= Laurel Touby =

American journalist and investor (born 1963)

Laurel Touby (born March 13, 1963) is an American journalist and investor. She is the a managing director of Supernode Ventures, a venture capital firm in New York City.

Touby is best known as the founder of Mediabistro, the journalism and publishing resource site that she sold to Jupitermedia in 2007 for $23 million. Following the sale of Mediabistro, Laurel began a second career as a New York City based start-up advisor and tech investor. She has also been a mentor for the tech incubator Techstars. In January 2015, she set up her own investor syndicate, Flatiron Investors, representing New York based private investors.

== Education ==
Touby attended Pine Crest High School (Fort Lauderdale, Florida) from 1979-1981. She then went on to pursue her education at Smith College where she majored in economics and international relations. She graduated with her BA in the summer of 1985. While studying at Smith College, Laurel was a track and field collegiate athlete and actively involved in student government. During her time at Smith, Touby developed a passion and talent for writing. Following graduation in 1985, Touby moved to New York City to pursue her interest in writing.

== Career ==
Touby started as a junior planner at Young & Rubicam advertising in June 1985. Over the course of the next three years, she worked herself into the position of Senior Media Player. During her time with Young & Rubicam, she worked on the AT&T calling card account as well as the Breyers ice cream account. Touby’s next career step was when she took a position as Staff Editor for BusinessWeek magazine in September 1990. While staffed there, she wrote for the corporate strategy section of the magazine.
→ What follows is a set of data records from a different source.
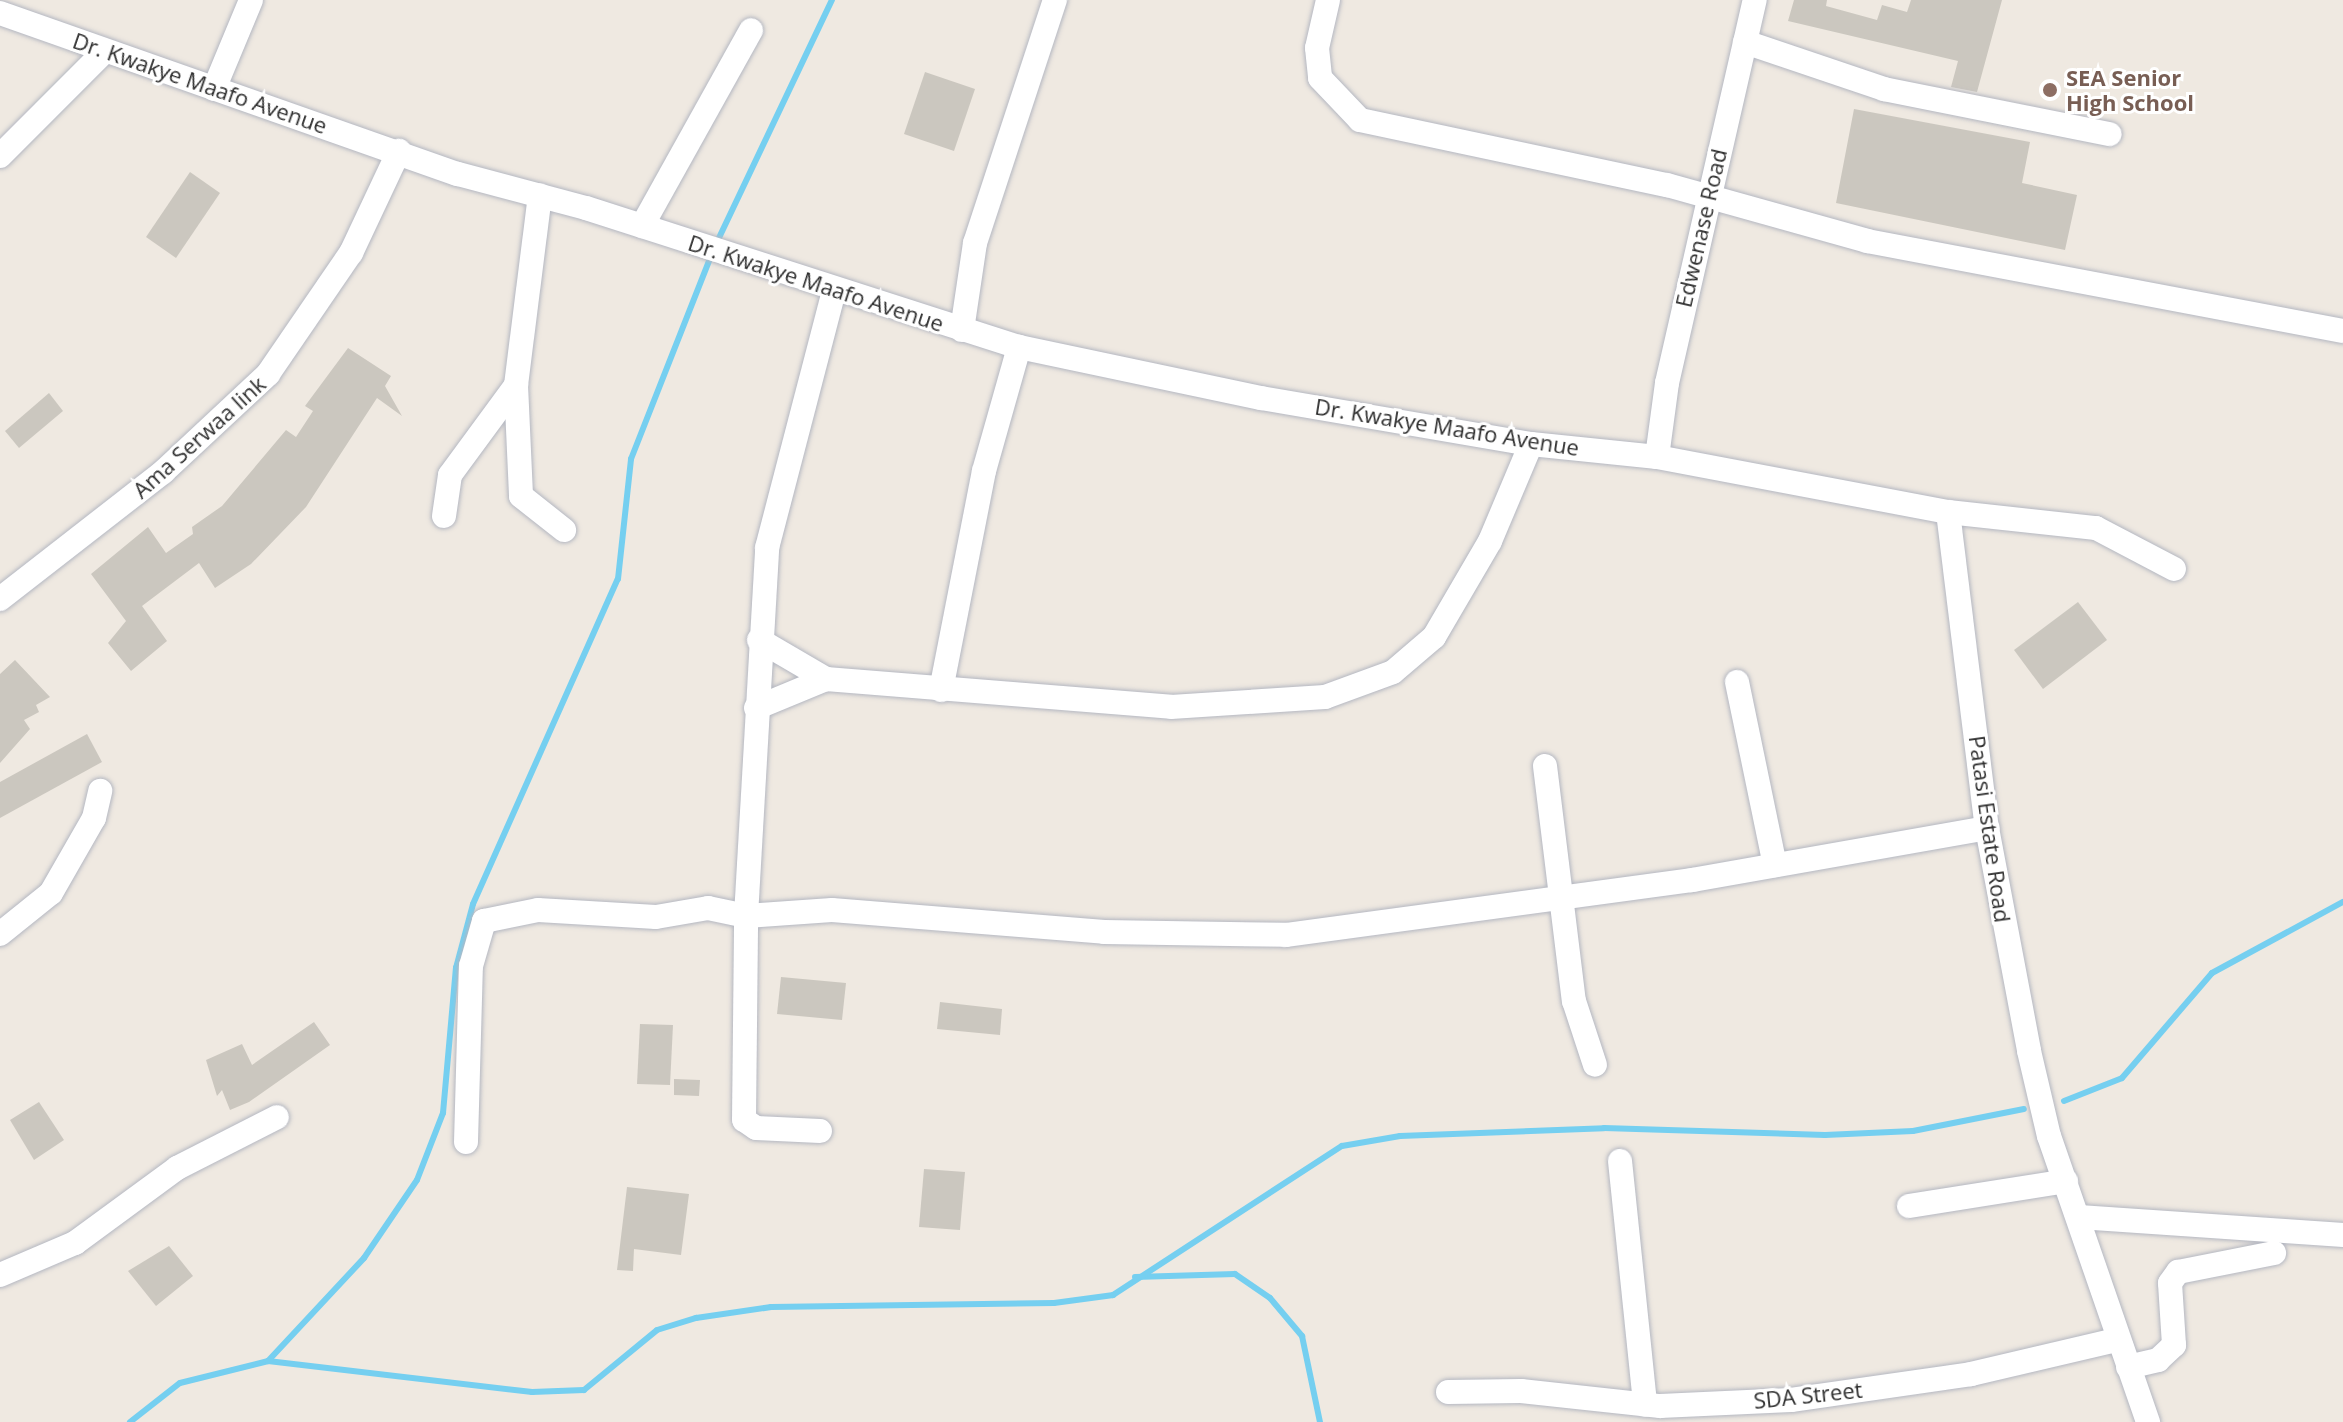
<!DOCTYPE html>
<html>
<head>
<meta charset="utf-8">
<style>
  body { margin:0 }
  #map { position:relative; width:2343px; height:1422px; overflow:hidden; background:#efe9e1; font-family:"Open Sans",sans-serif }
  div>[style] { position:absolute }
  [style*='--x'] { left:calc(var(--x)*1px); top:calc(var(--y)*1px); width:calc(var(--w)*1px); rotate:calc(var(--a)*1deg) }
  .stream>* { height:6px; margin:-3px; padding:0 3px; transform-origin:3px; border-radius:3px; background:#75cff0 }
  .building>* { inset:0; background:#cbc7bf }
  .roads { filter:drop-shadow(0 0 2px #b4b7c1) drop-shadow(0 0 2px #b4b7c1) }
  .minor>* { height:24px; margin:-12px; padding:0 12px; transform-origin:12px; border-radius:12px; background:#fff }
  .dots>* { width:22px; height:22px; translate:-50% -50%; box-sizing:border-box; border:4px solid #fff; border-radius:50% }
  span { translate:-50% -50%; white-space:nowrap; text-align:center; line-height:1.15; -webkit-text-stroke:6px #fff; paint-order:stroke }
  .education-label { font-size:22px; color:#785e54; font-weight:700 }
  .left { translate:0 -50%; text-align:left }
  .street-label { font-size:22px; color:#2e2e2e }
</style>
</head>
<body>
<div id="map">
  <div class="stream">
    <div style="--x:717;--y:242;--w:268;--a:-64.6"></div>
    <div style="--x:2064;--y:1101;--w:62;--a:-21.6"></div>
    <div style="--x:2122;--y:1078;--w:138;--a:-49.4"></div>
    <div style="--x:2212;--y:973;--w:149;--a:-28.5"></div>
    <div style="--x:1135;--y:1277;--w:100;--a:-1.7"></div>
    <div style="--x:1235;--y:1274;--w:42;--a:34.4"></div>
    <div style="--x:1270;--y:1298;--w:50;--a:49.9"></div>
    <div style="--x:1302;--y:1336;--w:88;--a:78.2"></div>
    <div style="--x:268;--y:1361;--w:141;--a:-47"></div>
    <div style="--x:364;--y:1258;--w:94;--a:-55.8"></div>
    <div style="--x:417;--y:1180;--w:72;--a:-68.8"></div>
    <div style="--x:443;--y:1113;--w:146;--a:-84.9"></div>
    <div style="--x:456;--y:968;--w:66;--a:-75.1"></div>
    <div style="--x:473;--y:904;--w:356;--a:-66"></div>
    <div style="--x:618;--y:579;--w:121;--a:-83.8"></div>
    <div style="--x:631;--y:459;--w:221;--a:-68.5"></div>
    <div style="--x:130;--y:1422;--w:63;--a:-38"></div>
    <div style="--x:180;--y:1383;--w:91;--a:-14"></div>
    <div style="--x:268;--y:1361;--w:266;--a:6.7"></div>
    <div style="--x:532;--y:1392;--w:52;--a:-2.2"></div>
    <div style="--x:584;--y:1390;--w:94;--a:-39.4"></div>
    <div style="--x:657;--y:1330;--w:41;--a:-17.1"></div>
    <div style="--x:696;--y:1318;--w:76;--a:-8.3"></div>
    <div style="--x:771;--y:1307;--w:283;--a:-0.8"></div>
    <div style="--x:1054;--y:1303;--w:60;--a:-7.7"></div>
    <div style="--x:1113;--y:1295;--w:273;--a:-33.1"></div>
    <div style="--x:1342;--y:1146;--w:59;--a:-9.8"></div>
    <div style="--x:1400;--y:1136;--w:204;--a:-2.2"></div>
    <div style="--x:1604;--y:1128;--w:221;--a:1.8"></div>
    <div style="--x:1825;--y:1135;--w:88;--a:-2.6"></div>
    <div style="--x:1913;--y:1131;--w:113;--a:-11.2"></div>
  </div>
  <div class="building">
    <div style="clip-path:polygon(1794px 0,1827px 0,1826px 6px,1877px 20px,1882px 5px,1907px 12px,1911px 0,2002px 0,1977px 92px,1951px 87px,1958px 61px,1788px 21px)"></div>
    <div style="clip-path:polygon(925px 72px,975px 89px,954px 151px,904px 134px)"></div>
    <div style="clip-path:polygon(1854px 109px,2030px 142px,2022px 183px,2077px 195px,2065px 250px,1836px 203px)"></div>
    <div style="clip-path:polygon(190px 172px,220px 193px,176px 258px,146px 237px)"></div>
    <div style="clip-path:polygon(348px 348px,391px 376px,385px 386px,402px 416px,377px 398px,306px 507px,251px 564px,215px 588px,199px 563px,142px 606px,167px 641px,131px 671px,108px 643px,126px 621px,91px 574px,148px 527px,166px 553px,193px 534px,192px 527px,222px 506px,286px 430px,296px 437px,313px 411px,305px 406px)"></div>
    <div style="clip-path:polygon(49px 393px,63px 411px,19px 448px,5px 431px)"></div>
    <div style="clip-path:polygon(2078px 602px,2107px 640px,2043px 689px,2014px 650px)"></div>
    <div style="clip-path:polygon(15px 660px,50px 697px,36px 705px,39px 712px,24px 720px,30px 729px,0 763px,0 674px)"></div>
    <div style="clip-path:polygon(87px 734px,102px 762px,0 818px,0 782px)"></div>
    <div style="clip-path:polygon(781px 977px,846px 983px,842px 1020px,777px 1014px)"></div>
    <div style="clip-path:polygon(940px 1002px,1002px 1009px,1000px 1035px,937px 1029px)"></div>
    <div style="clip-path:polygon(314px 1022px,330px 1045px,249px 1102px,230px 1110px,222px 1090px,217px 1096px,206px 1060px,242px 1044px,252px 1065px)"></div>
    <div style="clip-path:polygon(640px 1024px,673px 1025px,670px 1085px,637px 1084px)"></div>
    <div style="clip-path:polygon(674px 1079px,700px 1080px,699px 1096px,674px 1095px)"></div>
    <div style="clip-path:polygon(39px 1102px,64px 1140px,34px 1160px,10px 1120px)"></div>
    <div style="clip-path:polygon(924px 1169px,965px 1172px,960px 1230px,919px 1227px)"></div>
    <div style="clip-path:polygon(627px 1187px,689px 1194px,681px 1255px,634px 1249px,633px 1271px,617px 1270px)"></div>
    <div style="clip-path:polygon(169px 1246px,193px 1276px,156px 1306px,128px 1271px)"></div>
  </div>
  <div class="roads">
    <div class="minor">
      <div style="--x:1328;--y:0;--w:49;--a:102.9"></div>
      <div style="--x:1317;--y:48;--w:30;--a:84"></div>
      <div style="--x:1320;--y:78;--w:58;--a:46.4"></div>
      <div style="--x:1360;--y:120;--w:314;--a:12"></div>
      <div style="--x:1667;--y:185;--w:208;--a:15.6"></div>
      <div style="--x:1867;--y:241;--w:484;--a:10.7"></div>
      <div style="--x:0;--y:13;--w:485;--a:19.4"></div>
      <div style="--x:458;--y:174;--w:132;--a:14.9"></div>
      <div style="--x:586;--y:208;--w:455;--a:17.8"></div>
      <div style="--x:1019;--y:347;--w:247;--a:11.9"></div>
      <div style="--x:1261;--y:398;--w:274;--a:9.7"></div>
      <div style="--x:1531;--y:444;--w:127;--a:5.9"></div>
      <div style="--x:1657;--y:457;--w:296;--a:10.7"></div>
      <div style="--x:1948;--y:512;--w:318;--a:83"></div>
      <div style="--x:1987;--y:828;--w:227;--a:79.3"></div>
      <div style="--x:2029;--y:1051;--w:87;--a:76.8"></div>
      <div style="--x:2049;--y:1136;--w:303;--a:70.9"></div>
      <div style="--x:1745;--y:42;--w:147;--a:18.7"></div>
      <div style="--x:1884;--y:89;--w:230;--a:11.3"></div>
      <div style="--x:214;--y:89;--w:96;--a:-67.4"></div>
      <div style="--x:0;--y:156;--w:148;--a:-45"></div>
      <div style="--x:642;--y:226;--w:224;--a:-60.9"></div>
      <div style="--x:962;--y:330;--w:88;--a:-81.5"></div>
      <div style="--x:975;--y:243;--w:256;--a:-71.8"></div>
      <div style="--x:516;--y:385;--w:111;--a:87.4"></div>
      <div style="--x:521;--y:496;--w:55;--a:38.3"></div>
      <div style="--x:1657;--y:457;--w:75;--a:-82.3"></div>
      <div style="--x:1667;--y:383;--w:393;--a:-77.1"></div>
      <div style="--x:1948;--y:512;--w:149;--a:6.2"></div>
      <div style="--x:2096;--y:528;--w:88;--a:27.7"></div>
      <div style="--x:444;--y:516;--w:41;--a:-81.7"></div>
      <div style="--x:450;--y:475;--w:112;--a:-53.7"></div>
      <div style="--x:516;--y:385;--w:191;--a:-82.8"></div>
      <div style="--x:0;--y:599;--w:207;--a:-37.9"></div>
      <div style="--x:163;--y:472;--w:144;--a:-43"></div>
      <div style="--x:268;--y:374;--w:147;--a:-55.6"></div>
      <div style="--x:351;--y:253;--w:113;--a:-64.8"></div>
      <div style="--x:759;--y:640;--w:78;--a:30.2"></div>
      <div style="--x:826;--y:679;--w:346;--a:4.6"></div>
      <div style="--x:1171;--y:707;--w:154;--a:-3.7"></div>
      <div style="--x:1325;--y:697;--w:72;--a:-20.2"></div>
      <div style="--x:1393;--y:672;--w:54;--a:-40.5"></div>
      <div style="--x:1434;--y:637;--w:111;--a:-59.7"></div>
      <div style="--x:1490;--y:541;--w:105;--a:-67.1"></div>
      <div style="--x:1737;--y:682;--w:187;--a:78.3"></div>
      <div style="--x:941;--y:690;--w:223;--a:-78.9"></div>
      <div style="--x:984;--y:471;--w:129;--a:-74.2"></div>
      <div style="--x:756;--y:708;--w:76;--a:-22.5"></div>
      <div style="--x:1545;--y:766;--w:237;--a:83"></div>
      <div style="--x:1574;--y:1001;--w:67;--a:71.8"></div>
      <div style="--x:0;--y:934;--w:65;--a:-38.8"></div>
      <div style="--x:51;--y:893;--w:86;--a:-60.2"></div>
      <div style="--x:94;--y:818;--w:28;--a:-77"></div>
      <div style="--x:820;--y:1131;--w:64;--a:-177.3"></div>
      <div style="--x:756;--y:1128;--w:14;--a:-146"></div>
      <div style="--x:744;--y:1120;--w:204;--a:-89.4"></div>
      <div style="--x:746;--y:916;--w:86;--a:-4"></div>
      <div style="--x:832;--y:910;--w:273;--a:4.6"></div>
      <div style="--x:1104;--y:932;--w:182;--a:0.9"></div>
      <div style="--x:1286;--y:935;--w:410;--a:-7.7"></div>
      <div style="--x:1692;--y:880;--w:300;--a:-10"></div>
      <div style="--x:466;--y:1142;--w:176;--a:-88.4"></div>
      <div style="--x:471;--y:966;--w:47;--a:-73.9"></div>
      <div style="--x:484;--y:921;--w:55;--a:-11.5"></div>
      <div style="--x:538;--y:910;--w:118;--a:3.4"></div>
      <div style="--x:656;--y:917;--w:53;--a:-9.8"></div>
      <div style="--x:708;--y:908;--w:39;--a:12"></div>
      <div style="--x:746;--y:916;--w:369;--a:-86.7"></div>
      <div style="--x:767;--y:548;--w:266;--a:-75.4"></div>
      <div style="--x:1620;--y:1161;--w:245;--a:84.1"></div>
      <div style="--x:1909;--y:1206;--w:159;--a:-9"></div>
      <div style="--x:2079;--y:1217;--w:265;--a:3.9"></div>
      <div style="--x:0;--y:1275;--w:82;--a:-23.1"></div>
      <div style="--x:75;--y:1243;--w:127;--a:-36.3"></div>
      <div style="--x:177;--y:1168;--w:112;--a:-27"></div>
      <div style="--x:2128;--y:1367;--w:31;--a:-13"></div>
      <div style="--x:2158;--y:1360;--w:22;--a:-43"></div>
      <div style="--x:2174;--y:1345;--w:62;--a:-93.7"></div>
      <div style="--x:2170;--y:1283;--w:14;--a:-54"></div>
      <div style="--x:2178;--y:1272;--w:98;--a:-11.2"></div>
      <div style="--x:1448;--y:1392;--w:73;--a:-0.8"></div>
      <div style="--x:1521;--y:1391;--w:140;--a:6.2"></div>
      <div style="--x:1660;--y:1406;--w:131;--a:-2.6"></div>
      <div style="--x:1791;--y:1400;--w:182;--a:-8.2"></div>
      <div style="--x:1971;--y:1374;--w:149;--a:-13.2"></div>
    </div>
  </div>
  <div class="dots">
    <div style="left:2050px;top:90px;background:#8d6e63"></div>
  </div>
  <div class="education-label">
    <span class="left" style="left:2066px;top:90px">SEA Senior<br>High School</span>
  </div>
  <div class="street-label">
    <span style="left:200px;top:83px;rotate:19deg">Dr. Kwakye Maafo Avenue</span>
    <span style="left:1701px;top:228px;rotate:-77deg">Edwenase Road</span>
    <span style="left:816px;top:283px;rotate:18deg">Dr. Kwakye Maafo Avenue</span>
    <span style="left:1447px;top:427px;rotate:9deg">Dr. Kwakye Maafo Avenue</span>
    <span style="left:199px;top:437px;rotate:-42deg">Ama Serwaa link</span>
    <span style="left:1990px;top:829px;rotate:82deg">Patasi Estate Road</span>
    <span style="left:1808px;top:1395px;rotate:-6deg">SDA Street</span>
  </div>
</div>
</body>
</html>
Touby was hired as the contributing editor at Glamour magazine in 1995. During that time, she wrote and edited a column named “Getting Ahead Guide” to jobs and money. While still working at Glamour, Laurel also became the CEO of Mediabistro.com, a website for people in the media industry providing services such as online education, employment classifieds, conferences, events, forums, and industry-specific blogs, such as the popular TVNewser. Following the sale of the company for $23 million to Jupitermedia in 2007, Laurel remained with the company through June, 2011.

In 2012, Touby began investing in seed-stage startups, including Appboy (now Braze.com), Credijusto, Electric.ai, Fashion GPS (now LaunchMetrics.com), and others. She is an investor in Lowercase Capital and Pershing Square, among other funds.

Touby is active as a public speaker and has hosted “Secrets of Successful Startups“ on CBS Interactive.

== Awards ==
In 2007, she earned the Entrepreneur of the Year Award from Smith College. In 2007, mediabistro.com won the Small Business of the Year award from the Manhattan Chamber of Commerce.

== Personal life ==

Touby is married to Jon Fine, former media reporter for BusinessWeek and former Executive Director of Editorial at Inc. Magazine. They live in a 4,000 sq ft loft near Union Square in New York City.